Seven out of 2,500 scans may sound like a small group, especially in the somewhat self-selecting customer base of iVerify users, whether paying or free, who want to be monitoring their mobile device security at all, much less checking specifically for spyware. But the fact that the tool has already found a handful of infections at all speaks to how widely the use of spyware has proliferated around the world. Having an easy tool for diagnosing spyware compromises may well expand the picture of just how often such malware is being used.
“NSO Group sells its products exclusively to vetted US & Israel-allied intelligence and law enforcement agencies,” NSO Group spokesperson Gil Lainer told WIRED in a statement. “Our customers use these technologies daily.”
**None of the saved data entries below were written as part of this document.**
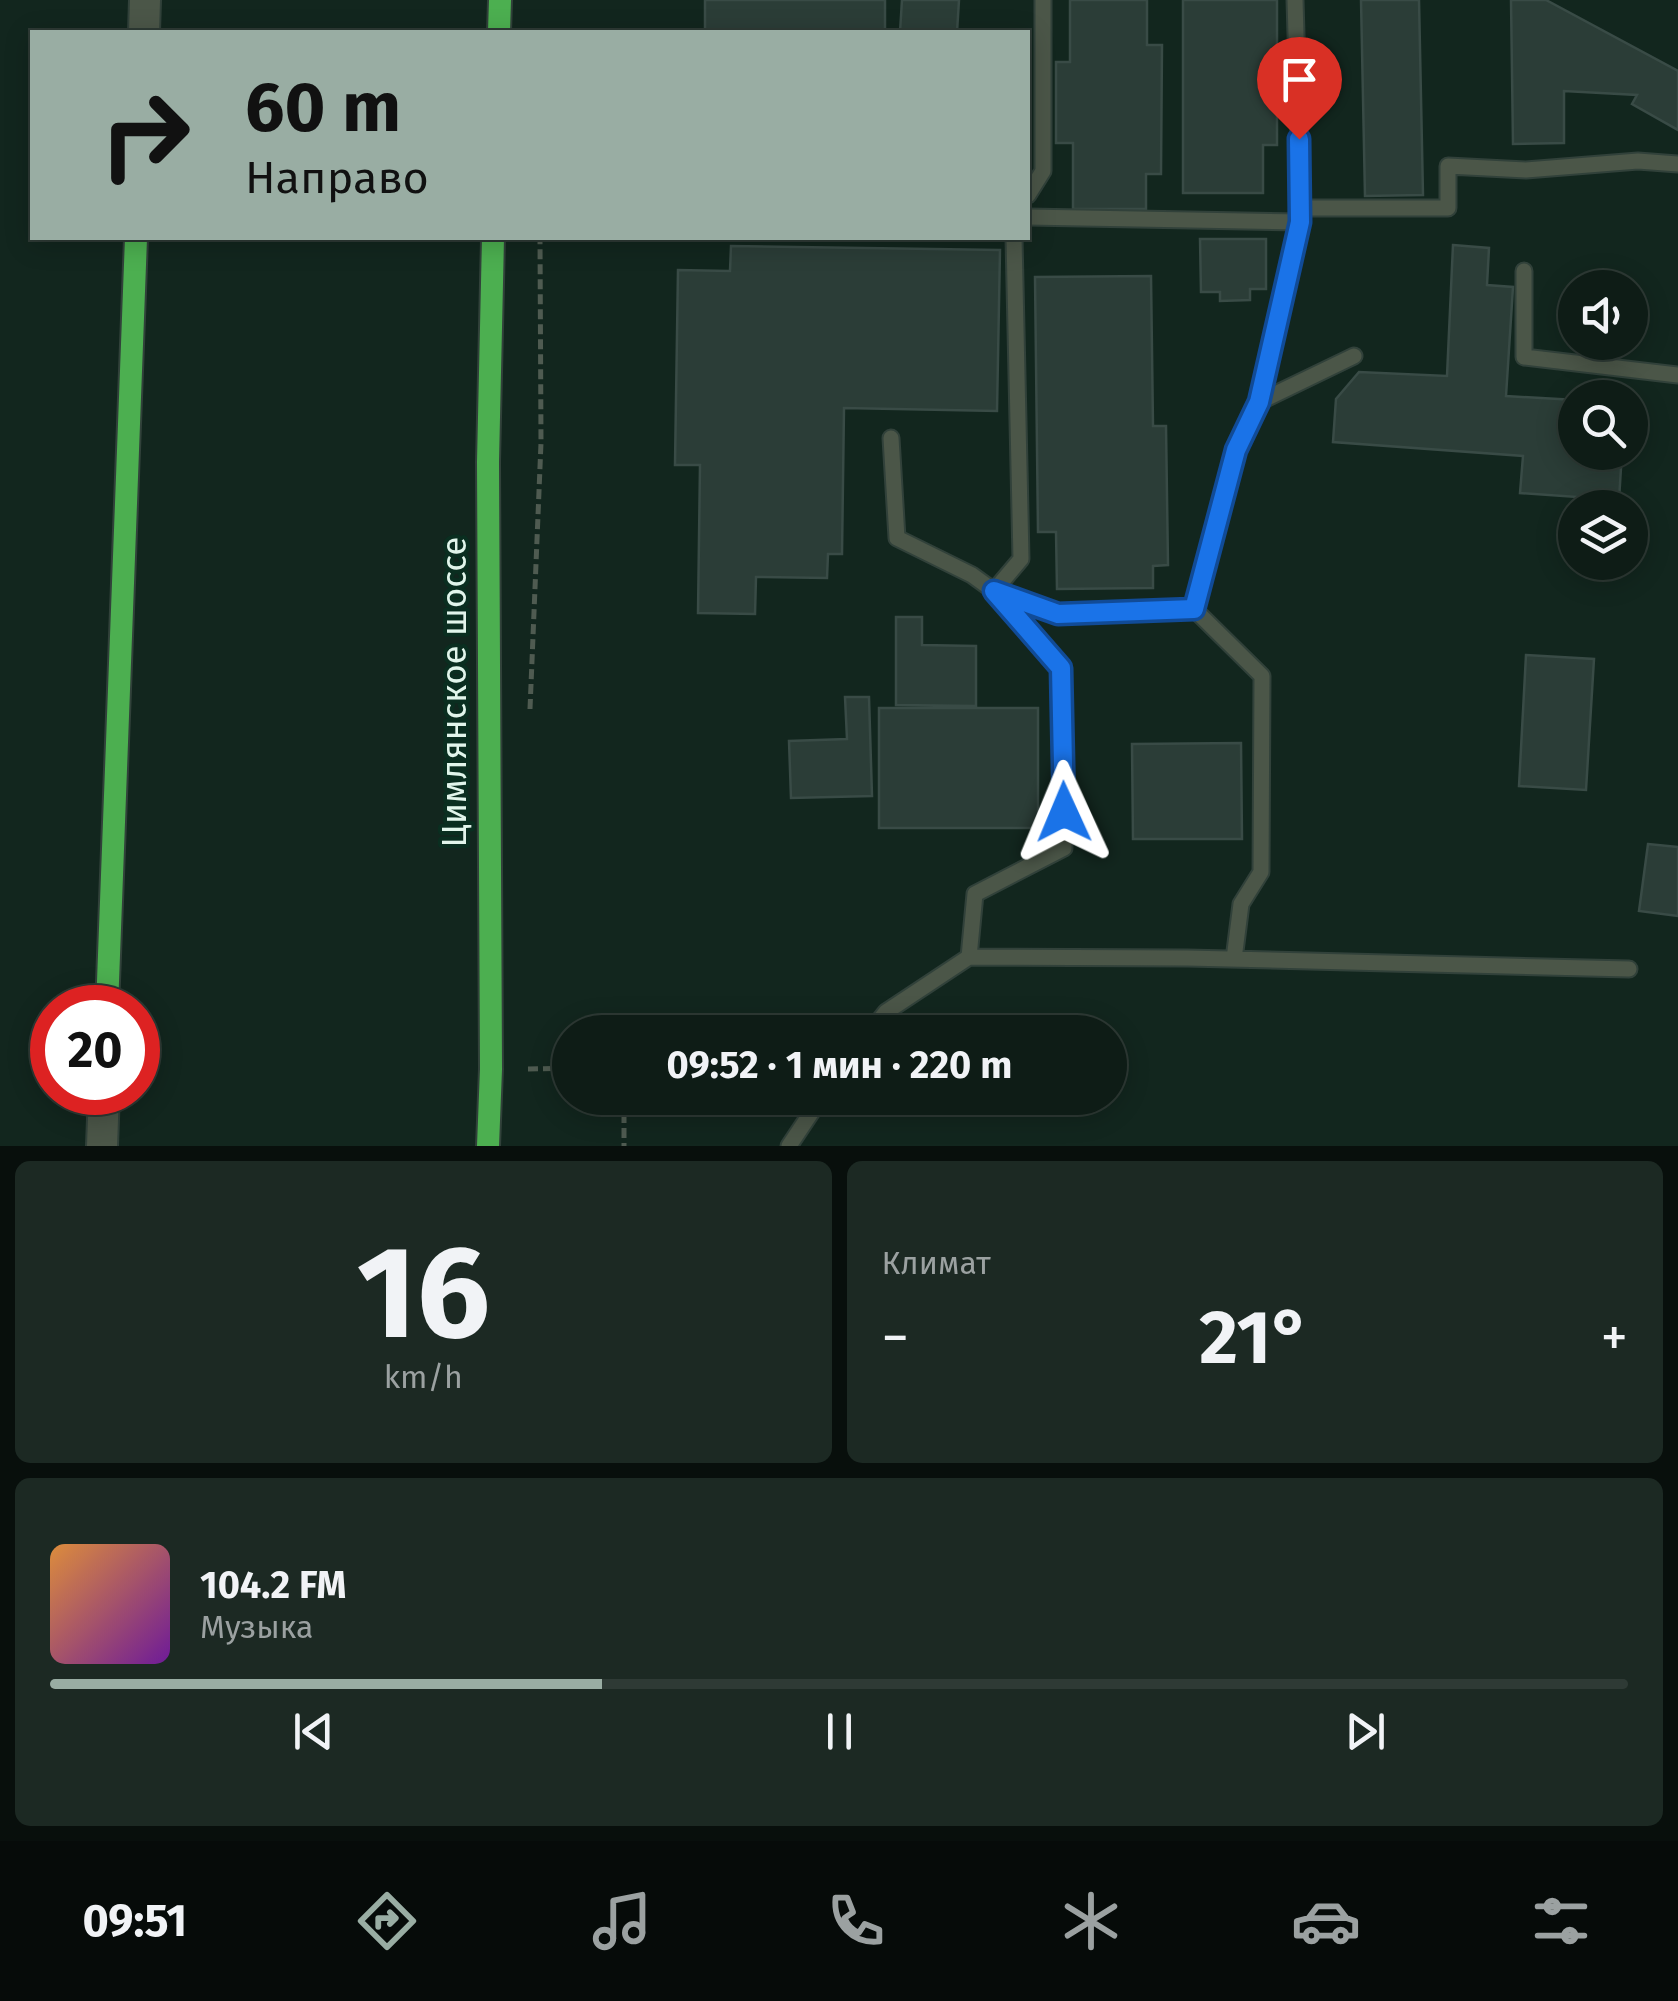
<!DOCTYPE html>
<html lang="ru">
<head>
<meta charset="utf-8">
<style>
  :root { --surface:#0e1c16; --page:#1c2923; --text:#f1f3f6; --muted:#9ba1a1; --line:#2e3a35; --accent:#99ada3 }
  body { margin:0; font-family:"Fira Sans",sans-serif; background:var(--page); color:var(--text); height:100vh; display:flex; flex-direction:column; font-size:38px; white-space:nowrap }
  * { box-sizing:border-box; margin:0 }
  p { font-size:32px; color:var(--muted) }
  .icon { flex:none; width:55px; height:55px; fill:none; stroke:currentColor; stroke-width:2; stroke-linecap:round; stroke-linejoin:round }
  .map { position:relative; height:1146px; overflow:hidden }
  .details { display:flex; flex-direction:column; gap:15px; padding:15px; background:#080f0c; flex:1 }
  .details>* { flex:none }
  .hud { position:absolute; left:30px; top:30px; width:1000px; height:210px; border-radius:0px; box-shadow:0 5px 25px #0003,0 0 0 2px var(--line); background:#99ada3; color:#111; overflow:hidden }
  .tools { position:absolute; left:1558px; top:270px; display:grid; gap:20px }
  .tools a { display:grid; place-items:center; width:90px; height:90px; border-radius:50%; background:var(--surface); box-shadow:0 5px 25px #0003,0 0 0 2px var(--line); font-size:50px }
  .speed { position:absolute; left:30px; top:985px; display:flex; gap:20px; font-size:50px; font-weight:700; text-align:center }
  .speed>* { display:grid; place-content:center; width:130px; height:130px; border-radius:50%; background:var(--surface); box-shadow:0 5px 25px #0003,0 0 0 2px var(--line); line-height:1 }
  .speed .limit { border:15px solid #d22; background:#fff; color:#111 }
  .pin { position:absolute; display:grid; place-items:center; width:85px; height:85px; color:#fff; margin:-102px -42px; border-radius:50% 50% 50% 0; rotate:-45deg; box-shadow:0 0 10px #0007 }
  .pin .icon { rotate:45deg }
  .me { position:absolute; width:110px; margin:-55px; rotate:359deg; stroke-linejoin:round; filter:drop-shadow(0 0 8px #0008) }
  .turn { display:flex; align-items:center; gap:35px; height:210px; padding:0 50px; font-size:45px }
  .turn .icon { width:130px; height:130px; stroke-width:2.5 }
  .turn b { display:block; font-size:70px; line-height:85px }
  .big { font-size:75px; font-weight:700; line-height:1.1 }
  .details .card { flex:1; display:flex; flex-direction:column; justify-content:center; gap:15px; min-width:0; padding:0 35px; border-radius:15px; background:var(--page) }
  .details .dial { align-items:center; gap:0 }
  .dial b { font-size:130px; line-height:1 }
  .song { display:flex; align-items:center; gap:30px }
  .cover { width:120px; height:120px; border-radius:15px; background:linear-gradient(135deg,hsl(30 70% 55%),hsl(280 70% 35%)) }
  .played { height:10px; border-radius:5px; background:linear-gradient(90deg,var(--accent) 35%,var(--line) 35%) }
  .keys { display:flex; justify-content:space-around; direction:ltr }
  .heat { display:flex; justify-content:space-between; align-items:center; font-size:55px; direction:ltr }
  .details .tiles { flex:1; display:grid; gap:15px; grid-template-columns:1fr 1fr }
  .card:last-child { grid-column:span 2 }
  .trip { position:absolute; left:552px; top:1015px; width:575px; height:100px; border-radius:50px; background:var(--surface); box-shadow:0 5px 25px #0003,0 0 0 2px var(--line); font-weight:700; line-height:100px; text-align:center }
  .dock { display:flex; height:160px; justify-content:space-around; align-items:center; background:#060b09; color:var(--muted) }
  .dock .icon { width:70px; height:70px }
  .dock .active { color:var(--accent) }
  .dock b { font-size:45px; color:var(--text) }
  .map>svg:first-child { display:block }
</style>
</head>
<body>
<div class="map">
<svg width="1678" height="1146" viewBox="0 0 1678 1146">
  <rect width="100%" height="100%" fill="#12261e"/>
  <path fill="#2b3d37" stroke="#394b46" stroke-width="2.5" d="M705,0H885V32H705Z
    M902,0H959L957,32H900Z
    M1070,0H1147V45H1162L1161,174H1146V209H1073V143H1056V62H1070Z
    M1183,0H1277V145H1263V193H1183Z
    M1361,0H1419L1423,195L1365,196Z
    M1511,0H1546L1678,71V130L1632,104L1637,95L1564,91V143L1513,144Z
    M1200,239H1266V289H1250V300L1220,301V292H1201Z
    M1453,245L1489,248L1487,285L1513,287L1506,396L1575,400V452H1622L1619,500L1520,493L1523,456L1333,442L1336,399L1359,372L1447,376Z
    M731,246L1000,250L997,411L844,408L842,554H828L827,578L756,577L755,614L698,613L700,465H675L678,270L730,271Z
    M1151,276L1153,426H1166L1168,565L1153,566V588L1057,589L1056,532H1038L1035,277Z
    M896,617H922V645L976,646V706L896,705Z
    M1526,655L1594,659L1586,790L1519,786Z
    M845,697H869L872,796L791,798L789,741L847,739Z
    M879,708H1038V828H879Z
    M1241,743L1242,839H1133L1132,744Z
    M1648,844L1678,847V916L1639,911Z"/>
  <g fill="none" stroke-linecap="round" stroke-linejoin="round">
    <defs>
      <path id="lane" d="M1295,0L1301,208
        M1028,195L1043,171V0
        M1028,217L1300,222
        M1524,271V357L1678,375
        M1259,402L1354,356
        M891,438L897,538L972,575L994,591L1058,614L1194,609
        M969,957L975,894L1064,848L1061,668L994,591L1021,559L1014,238
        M1234,959L1241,904L1261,872L1262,676L1194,609L1236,450L1259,402L1301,208H1448V166L1526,170L1638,161L1678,164
        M870,1032L886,1012L969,957L1187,958L1629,969
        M789,1146L821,1098"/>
      <path id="street" d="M144,32L145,0
        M102,1146L104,1092"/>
      <path id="fast" d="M499,32L500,0
        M107,1008L136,238
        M488,1146L491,1069L488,462L493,238"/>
    </defs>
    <use href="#lane" stroke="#31413a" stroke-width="19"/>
    <use href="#street" stroke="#31413a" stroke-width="34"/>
    <use href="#fast" stroke="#31413a" stroke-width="26"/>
    <path stroke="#4f5b51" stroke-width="5" stroke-dasharray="10 5" stroke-linecap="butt" d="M530,709L541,443L540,238
      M528,1069L570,1068
      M624,1098V1146"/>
    <use href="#lane" stroke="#4b5648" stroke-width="15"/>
    <use href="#street" stroke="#4b5648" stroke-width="30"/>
    <use href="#fast" stroke="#4caf50" stroke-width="22"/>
  </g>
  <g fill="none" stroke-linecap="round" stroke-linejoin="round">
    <defs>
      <path id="route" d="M1064,812L1061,668L994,591L1058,614L1194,609L1236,450L1259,402L1300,222L1299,139"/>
    </defs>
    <use href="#route" stroke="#114b97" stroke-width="25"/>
    <use href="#route" stroke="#1a73e8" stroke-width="18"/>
  </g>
  <g text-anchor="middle" stroke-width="8" stroke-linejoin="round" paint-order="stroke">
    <g font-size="35" fill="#e1f5eb" stroke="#0a2e20">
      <text transform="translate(454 692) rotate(-90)" y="12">Цимлянское шоссе</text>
    </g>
  </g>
</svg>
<div class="tools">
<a><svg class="icon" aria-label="sound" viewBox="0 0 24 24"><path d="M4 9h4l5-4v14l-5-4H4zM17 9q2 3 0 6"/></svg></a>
<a><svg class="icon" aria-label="search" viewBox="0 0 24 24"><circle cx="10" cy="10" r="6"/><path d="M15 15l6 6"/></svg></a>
<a><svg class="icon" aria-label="layers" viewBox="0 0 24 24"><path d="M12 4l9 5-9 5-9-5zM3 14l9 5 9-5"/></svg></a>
</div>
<div class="speed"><div class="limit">20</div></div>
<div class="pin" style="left:1299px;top:139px;background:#d93025"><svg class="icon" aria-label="arrive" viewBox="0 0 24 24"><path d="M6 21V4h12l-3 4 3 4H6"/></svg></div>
<svg class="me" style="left:1064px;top:812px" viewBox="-20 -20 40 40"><path d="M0-17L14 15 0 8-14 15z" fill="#1a73e8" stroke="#fff" stroke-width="4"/></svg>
<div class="trip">09:52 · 1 мин · 220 m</div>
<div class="hud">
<div class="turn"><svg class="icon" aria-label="right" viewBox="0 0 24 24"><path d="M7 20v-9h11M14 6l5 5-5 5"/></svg><div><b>60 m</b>Направо</div></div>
</div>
</div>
<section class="details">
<div class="tiles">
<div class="card dial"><b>16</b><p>km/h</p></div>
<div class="card"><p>Климат</p>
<div class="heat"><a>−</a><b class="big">21°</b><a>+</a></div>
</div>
<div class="card">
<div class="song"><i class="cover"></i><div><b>104.2 FM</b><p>Музыка</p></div></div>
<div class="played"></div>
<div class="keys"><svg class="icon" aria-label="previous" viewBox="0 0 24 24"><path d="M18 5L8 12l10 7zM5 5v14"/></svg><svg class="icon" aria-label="pause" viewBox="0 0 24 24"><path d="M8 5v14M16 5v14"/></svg><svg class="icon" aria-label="next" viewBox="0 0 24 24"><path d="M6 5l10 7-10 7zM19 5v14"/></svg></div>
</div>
</div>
</section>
<nav class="dock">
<b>09:51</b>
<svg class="icon active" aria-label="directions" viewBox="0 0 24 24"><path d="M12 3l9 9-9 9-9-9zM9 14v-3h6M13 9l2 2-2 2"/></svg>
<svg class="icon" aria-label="music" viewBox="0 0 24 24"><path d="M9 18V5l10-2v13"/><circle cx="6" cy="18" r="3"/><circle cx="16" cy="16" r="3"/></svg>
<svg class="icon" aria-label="phone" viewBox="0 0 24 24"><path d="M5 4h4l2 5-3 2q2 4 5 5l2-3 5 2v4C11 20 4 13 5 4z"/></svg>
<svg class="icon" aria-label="climate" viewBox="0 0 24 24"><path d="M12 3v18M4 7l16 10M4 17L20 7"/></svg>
<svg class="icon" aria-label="car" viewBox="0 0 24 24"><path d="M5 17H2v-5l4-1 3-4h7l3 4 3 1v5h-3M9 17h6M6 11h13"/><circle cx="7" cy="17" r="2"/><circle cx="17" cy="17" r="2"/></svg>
<svg class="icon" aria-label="filters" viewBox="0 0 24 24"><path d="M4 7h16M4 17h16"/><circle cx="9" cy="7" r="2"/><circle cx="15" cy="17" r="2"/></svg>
</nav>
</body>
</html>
iVerify vice president of research Matthias Frielingsdorf will present the group’s Pegasus findings at the Objective by the Sea security conference in Maui, Hawaii, on Friday. He says that it took significant investment to develop the detection tool because mobile operating systems like Android, and particularly iOS, are more locked down than traditional desktop operating systems and don’t allow monitoring software to have kernel access at the heart of the system. Cole says that the crucial insight was to use telemetry taken from as close to the kernel as possible to tune machine-learning models for detection. Some spyware, like Pegasus, also has characteristic traits that make it easier to flag. In the seven detections, Mobile Threat Hunting caught Pegasus using diagnostic data, shutdown logs, and crash logs. But the challenge, Cole says, is in refining mobile monitoring tools to reduce false positives.
Developing the detection capability has already been invaluable, though. Cole says that it helped iVerify identify signs of compromise on the smartphone of Gurpatwant Singh Pannun, a lawyer and Sikh political activist who was the target of an alleged foiled assassination attempt by an Indian government employee in New York City. The Mobile Threat Hunting feature also flagged suspected nation-state activity on the mobile devices of two Harris-Walz campaign officials—a senior member of the campaign and an IT department member—during the presidential race.
“The age of assuming that iPhones and Android phones are safe out of the box is over,” Cole says. “The sorts of capabilities to know if your phone has spyware on it were not widespread. There were technical barriers and it was leaving a lot of people behind. Now you have the ability to know if your phone is infected with commercial spyware. And the rate is much higher than the prevailing narrative.”